▶ Work item:
Give back every record word for word, but keep the pictures out.

[Saved entries]
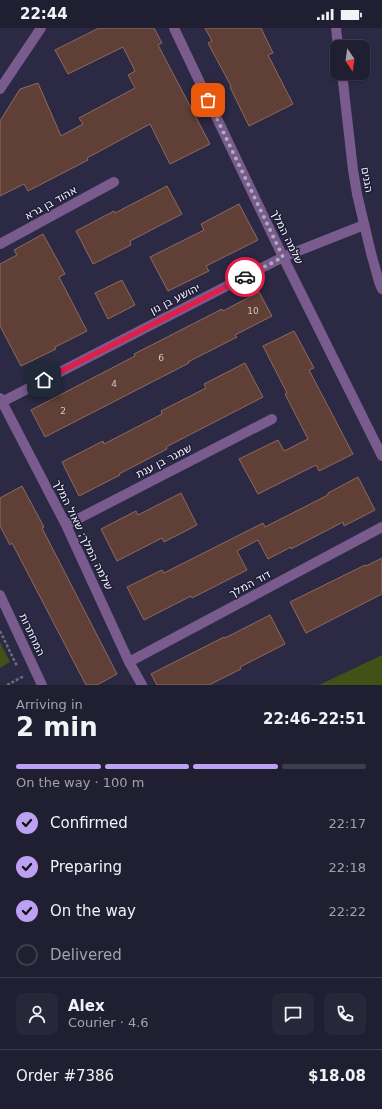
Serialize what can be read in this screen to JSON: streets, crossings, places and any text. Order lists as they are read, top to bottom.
{
  "streets": {
    "street": [
      "הגנים",
      "אהוד בן גרא",
      "שלמה המלך",
      "יהושע בן נון",
      "שמגר בן ענת",
      "שלמה המלך; שאול המלך",
      "דוד המלך",
      "המחתרות"
    ]
  },
  "crossings": [
    ["הגנים", "יהושע בן נון"],
    ["שלמה המלך", "יהושע בן נון"],
    ["יהושע בן נון", "שלמה המלך; שאול המלך"],
    ["שמגר בן ענת", "שלמה המלך; שאול המלך"],
    ["שלמה המלך; שאול המלך", "דוד המלך"]
  ],
  "house_numbers": [
    "10",
    "6",
    "4",
    "2"
  ],
  "north": "bottom",
  "page": {
    "status": "22:44",
    "heading": ["2 min", "Arriving in", "22:46–22:51"],
    "panel": [
      "Alex",
      "Courier · 4.6",
      "Order #7386",
      "$18.08"
    ],
    "bar": "On the way · 100 m",
    "list": [
      ["Confirmed", "22:17"],
      ["Preparing", "22:18"],
      ["On the way", "22:22"],
      "Delivered"
    ]
  }
}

▶ Exercise output:
Serialize what can be read in this screen to JSON: streets, crossings, places and any text. Order lists as they are read, top to bottom.
{
  "streets": {
    "street": [
      "הגנים",
      "אהוד בן גרא",
      "שלמה המלך",
      "יהושע בן נון",
      "שמגר בן ענת",
      "שלמה המלך; שאול המלך",
      "דוד המלך",
      "המחתרות"
    ]
  },
  "crossings": [
    ["הגנים", "יהושע בן נון"],
    ["שלמה המלך", "יהושע בן נון"],
    ["יהושע בן נון", "שלמה המלך; שאול המלך"],
    ["שמגר בן ענת", "שלמה המלך; שאול המלך"],
    ["שלמה המלך; שאול המלך", "דוד המלך"]
  ],
  "house_numbers": [
    "10",
    "6",
    "4",
    "2"
  ],
  "north": "bottom",
  "page": {
    "status": "22:44",
    "heading": ["2 min", "Arriving in", "22:46–22:51"],
    "panel": [
      "Alex",
      "Courier · 4.6",
      "Order #7386",
      "$18.08"
    ],
    "bar": "On the way · 100 m",
    "list": [
      ["Confirmed", "22:17"],
      ["Preparing", "22:18"],
      ["On the way", "22:22"],
      "Delivered"
    ]
  }
}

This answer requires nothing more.